For the past five years, Powerline has been the most influential blog, not just in America, but because it was so in America, also on the globe, both in terms of impact on the craft of journalism and on the course of actual events. No one can say for certain at any given time which is the most influential blog, as influence is a mysterious concept, a measurement of both size of audience, the audience’s actual power to order events, and the blog’s impact on the use of that power consciously or unconsciously. But measured over the past five years, there is no close second, period.
Powerline’s readership is both very large and very powerful. … in the first five years of the ‘sphere, Powerline set the standard for how to blog and mattered more than any other site, at least among sites that were not corporate to some extent. (The gang at The Corner and here at Townhall are professional journalists who blog. The Powerline trio, though now earning income from their site, were not called to what they did by other than their interest in events. They are like the amateur competing at Augusta –except they routinely beat all the pros and get the Green Jacket.)

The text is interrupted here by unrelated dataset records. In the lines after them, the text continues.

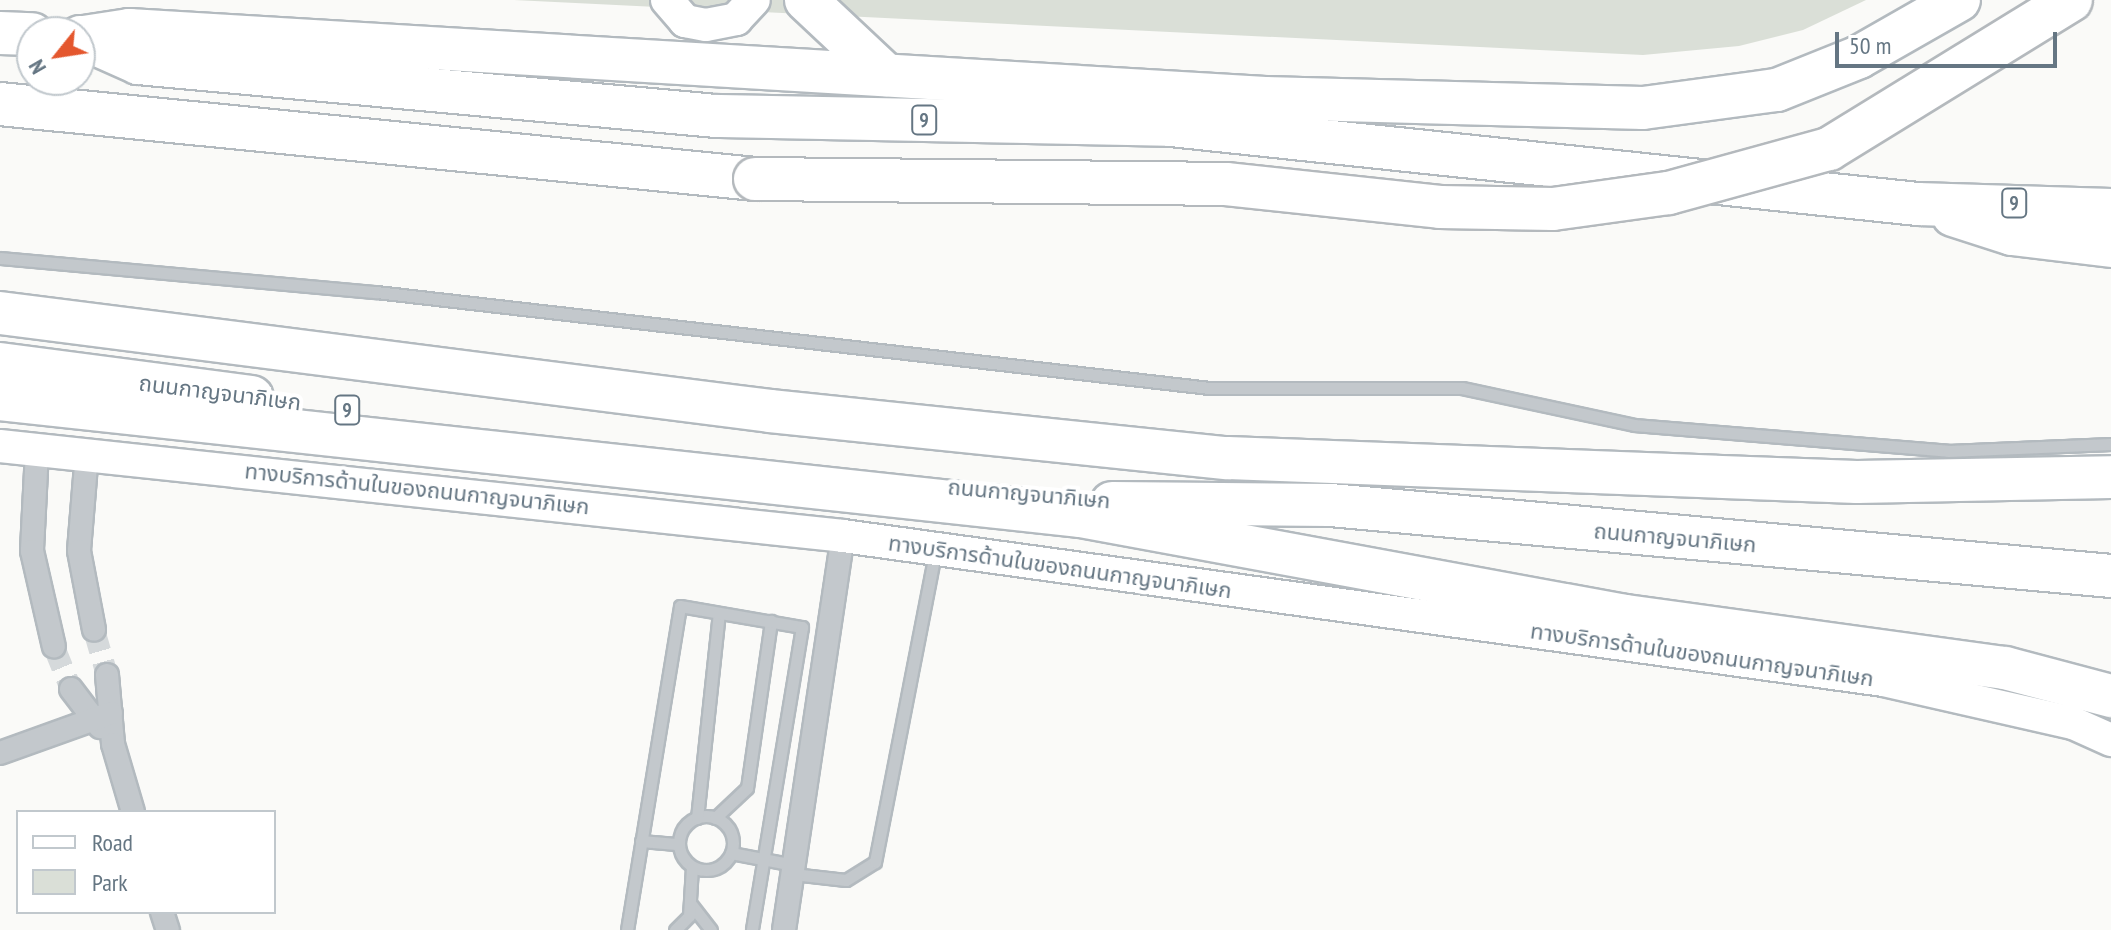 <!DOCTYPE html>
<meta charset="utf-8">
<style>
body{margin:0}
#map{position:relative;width:2111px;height:930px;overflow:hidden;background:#fafaf8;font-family:"PT Sans Narrow","Noto Sans Thai",sans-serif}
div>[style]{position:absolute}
.green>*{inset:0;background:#dadfd7}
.street-tunnel>*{height:22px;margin-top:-11px;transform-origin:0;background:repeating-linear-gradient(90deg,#d5d9db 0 22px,transparent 0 33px)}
.roads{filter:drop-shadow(2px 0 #b3babf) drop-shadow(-2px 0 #b3babf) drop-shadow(0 2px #b3babf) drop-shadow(0 -2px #b3babf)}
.lane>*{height:11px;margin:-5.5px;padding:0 5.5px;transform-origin:5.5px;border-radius:5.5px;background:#c3c8cc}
.lane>.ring{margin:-5.5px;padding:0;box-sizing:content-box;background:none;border:11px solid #c3c8cc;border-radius:50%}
.street>*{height:22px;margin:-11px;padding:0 11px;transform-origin:11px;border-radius:11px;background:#c3c8cc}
.secondary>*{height:32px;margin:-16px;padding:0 16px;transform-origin:16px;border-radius:16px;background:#fff}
.highway>*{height:42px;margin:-21px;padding:0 21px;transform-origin:21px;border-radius:21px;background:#fff}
.bridges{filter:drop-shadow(2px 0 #b4b9bd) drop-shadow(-2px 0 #b4b9bd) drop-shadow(0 2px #b4b9bd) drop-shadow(0 -2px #b4b9bd)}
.highway-bridge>*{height:42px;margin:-21px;padding:0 21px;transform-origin:21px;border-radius:21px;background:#fff}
span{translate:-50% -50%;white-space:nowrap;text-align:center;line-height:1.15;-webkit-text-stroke:8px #fff;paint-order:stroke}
.shield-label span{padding:2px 6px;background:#fff;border:2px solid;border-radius:6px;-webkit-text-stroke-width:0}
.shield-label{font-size:20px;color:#657683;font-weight:700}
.street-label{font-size:22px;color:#657683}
.legend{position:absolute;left:16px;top:810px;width:260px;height:104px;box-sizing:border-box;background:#fff;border:2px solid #c1c8cd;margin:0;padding:10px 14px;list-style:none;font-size:24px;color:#657683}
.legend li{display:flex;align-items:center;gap:16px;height:40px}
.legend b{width:40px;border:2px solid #c1c8cd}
.north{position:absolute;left:16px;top:16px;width:80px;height:80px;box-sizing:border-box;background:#fff;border:2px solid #c1c8cd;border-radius:50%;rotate:240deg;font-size:22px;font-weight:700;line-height:32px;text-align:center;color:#657683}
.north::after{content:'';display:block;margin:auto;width:28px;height:36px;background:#e4572e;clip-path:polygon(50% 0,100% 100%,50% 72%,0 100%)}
.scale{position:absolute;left:1835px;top:32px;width:222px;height:36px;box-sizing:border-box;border:4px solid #657683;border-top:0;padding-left:10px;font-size:24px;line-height:28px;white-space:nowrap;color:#657683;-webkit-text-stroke:6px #fff;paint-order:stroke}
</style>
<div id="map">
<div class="green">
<div style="clip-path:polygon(514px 0,1866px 0,1803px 30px,1739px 46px,1643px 55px)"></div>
</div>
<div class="street-tunnel">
<div style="left:94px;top:630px;width:47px;rotate:73.9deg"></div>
<div style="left:54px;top:647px;width:45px;rotate:68deg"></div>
</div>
<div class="roads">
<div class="lane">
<div style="left:0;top:258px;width:378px;rotate:5.2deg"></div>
<div style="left:376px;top:292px;width:839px;rotate:6.57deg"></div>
<div style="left:1209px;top:388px;width:253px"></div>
<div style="left:1462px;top:388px;width:176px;rotate:12.1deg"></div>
<div style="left:1634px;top:425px;width:315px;rotate:4.7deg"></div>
<div style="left:1948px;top:451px;width:163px;rotate:-2.5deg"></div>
<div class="ring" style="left:679px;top:816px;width:43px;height:43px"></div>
<div style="left:697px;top:818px;width:206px;rotate:-83.9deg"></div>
<div style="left:715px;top:818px;width:44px;rotate:-43.2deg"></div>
<div style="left:747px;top:788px;width:169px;rotate:-81.8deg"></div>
<div style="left:641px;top:841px;width:38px;rotate:5deg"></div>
<div style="left:731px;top:853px;width:64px;rotate:10.8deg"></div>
<div style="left:793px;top:874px;width:53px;rotate:6.5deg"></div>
<div style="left:846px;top:880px;width:34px;rotate:-32deg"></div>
<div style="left:875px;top:862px;width:315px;rotate:-79deg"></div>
<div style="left:690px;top:903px;width:34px;rotate:52deg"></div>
<div style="left:627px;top:930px;width:328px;rotate:-80.7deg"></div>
<div style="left:680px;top:606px;width:124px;rotate:9.8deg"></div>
<div style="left:802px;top:627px;width:307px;rotate:99.4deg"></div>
<div style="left:675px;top:930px;width:20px;rotate:-45deg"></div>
<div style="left:689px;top:916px;width:49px;rotate:-86.5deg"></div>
</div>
<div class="street">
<div style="left:37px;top:451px;width:100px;rotate:92.9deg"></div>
<div style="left:32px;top:551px;width:98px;rotate:77.1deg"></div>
<div style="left:87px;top:453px;width:98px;rotate:94.7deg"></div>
<div style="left:79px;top:551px;width:80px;rotate:79.2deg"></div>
<div style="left:107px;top:675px;width:69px;rotate:85deg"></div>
<div style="left:113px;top:744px;width:71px;rotate:73.6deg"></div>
<div style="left:71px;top:689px;width:48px;rotate:52.7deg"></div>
<div style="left:0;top:753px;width:118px;rotate:-19.8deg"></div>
<div style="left:162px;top:912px;width:19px;rotate:72deg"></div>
<div style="left:784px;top:930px;width:398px;rotate:-81.5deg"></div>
</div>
<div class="secondary">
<div style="left:667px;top:0;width:28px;rotate:49deg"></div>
<div style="left:685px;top:21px;width:21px;rotate:11deg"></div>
<div style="left:706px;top:25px;width:31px;rotate:-11deg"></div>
<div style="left:736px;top:19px;width:26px;rotate:-47deg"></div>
<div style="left:0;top:446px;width:848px;rotate:6.09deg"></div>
<div style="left:843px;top:536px;width:1050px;rotate:7.88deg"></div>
<div style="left:1883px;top:680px;width:195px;rotate:12.8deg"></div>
<div style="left:2073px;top:723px;width:42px;rotate:24.1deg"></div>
</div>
<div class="highway">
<div style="left:806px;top:0;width:110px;rotate:43.2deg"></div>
<div style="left:0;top:33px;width:32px;rotate:2deg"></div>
<div style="left:80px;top:37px;width:64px;rotate:24.1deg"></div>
<div style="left:138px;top:63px;width:580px;rotate:5.24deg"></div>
<div style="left:716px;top:116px;width:455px;rotate:1.1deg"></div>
<div style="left:1171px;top:125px;width:751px;rotate:6.04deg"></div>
<div style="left:1918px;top:204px;width:193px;rotate:1.8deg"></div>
<div style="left:84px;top:37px;width:46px;rotate:-8.8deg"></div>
<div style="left:129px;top:30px;width:1138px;rotate:3.43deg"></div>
<div style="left:1265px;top:98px;width:378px;rotate:1.5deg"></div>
<div style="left:1643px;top:108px;width:135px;rotate:-7.7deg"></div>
<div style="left:1777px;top:90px;width:88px;rotate:-21.9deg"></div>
<div style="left:1859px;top:57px;width:115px;rotate:-29.7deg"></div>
<div style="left:0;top:104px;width:759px;rotate:5.67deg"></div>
<div style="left:1953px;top:215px;width:62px;rotate:17.9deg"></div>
<div style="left:2012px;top:234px;width:100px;rotate:6.9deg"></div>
<div style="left:0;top:313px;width:776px;rotate:7.25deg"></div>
<div style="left:770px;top:411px;width:460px;rotate:5.9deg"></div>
<div style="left:1228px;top:458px;width:629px;rotate:2.19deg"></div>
<div style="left:1857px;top:482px;width:254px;rotate:-1.1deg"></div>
<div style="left:0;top:364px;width:254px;rotate:7.5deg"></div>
<div style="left:0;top:399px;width:1087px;rotate:6.18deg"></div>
<div style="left:1081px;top:516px;width:553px;rotate:10.42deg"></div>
<div style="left:1625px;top:616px;width:384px;rotate:7.8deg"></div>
<div style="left:2005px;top:668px;width:110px;rotate:14.8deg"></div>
<div style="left:1112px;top:503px;width:218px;rotate:0.5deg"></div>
<div style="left:1330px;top:505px;width:784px;rotate:5.19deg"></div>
</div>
</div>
<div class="bridges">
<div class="highway-bridge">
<div style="left:755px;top:179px;width:471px;rotate:0.6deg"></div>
<div style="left:1226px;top:184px;width:215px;rotate:6.1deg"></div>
<div style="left:1440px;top:207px;width:113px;rotate:1deg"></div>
<div style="left:1553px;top:209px;width:117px;rotate:-7.9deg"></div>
<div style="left:1669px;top:193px;width:166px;rotate:-15.4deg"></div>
<div style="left:1829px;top:149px;width:284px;rotate:-31.6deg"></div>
</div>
</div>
<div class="shield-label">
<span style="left:924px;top:120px">9</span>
<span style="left:2014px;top:203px">9</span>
<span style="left:347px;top:410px">9</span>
</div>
<div class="street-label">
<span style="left:220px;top:393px;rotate:7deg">ถนนกาญจนาภิเษก</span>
<span style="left:417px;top:489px;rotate:6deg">ทางบริการด้านในของถนนกาญจนาภิเษก</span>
<span style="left:1029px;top:494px;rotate:5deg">ถนนกาญจนาภิเษก</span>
<span style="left:1675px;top:538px;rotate:5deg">ถนนกาญจนาภิเษก</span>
<span style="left:1060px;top:567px;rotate:8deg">ทางบริการด้านในของถนนกาญจนาภิเษก</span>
<span style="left:1702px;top:655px;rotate:8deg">ทางบริการด้านในของถนนกาญจนาภิเษก</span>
</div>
<ul class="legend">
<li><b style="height:10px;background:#fff"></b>Road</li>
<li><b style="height:22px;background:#dadfd7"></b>Park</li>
</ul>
<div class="north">N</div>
<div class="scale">50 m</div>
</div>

Powerline’s trio are thus the most significant citizen journalists of the first age of internet journalism, and wold be even had they not toppled Dan Rather. Like it or not –and those on the left won’t– their coming into being and their writings and associated endeavors will be studied far into the future. They didn’t just occasionally make the weather in American journalism over the past five years, they changed the weather patterns. They set a standard, delivered a product, and obliged MSM to change how it dealt with citizen journalists and their work. They were aided in this by tens of thousands of other bloggers, of course, but to a degree not yet even remotely appreciated Powerline’s authors had an enormous and lasting effect on American journalism.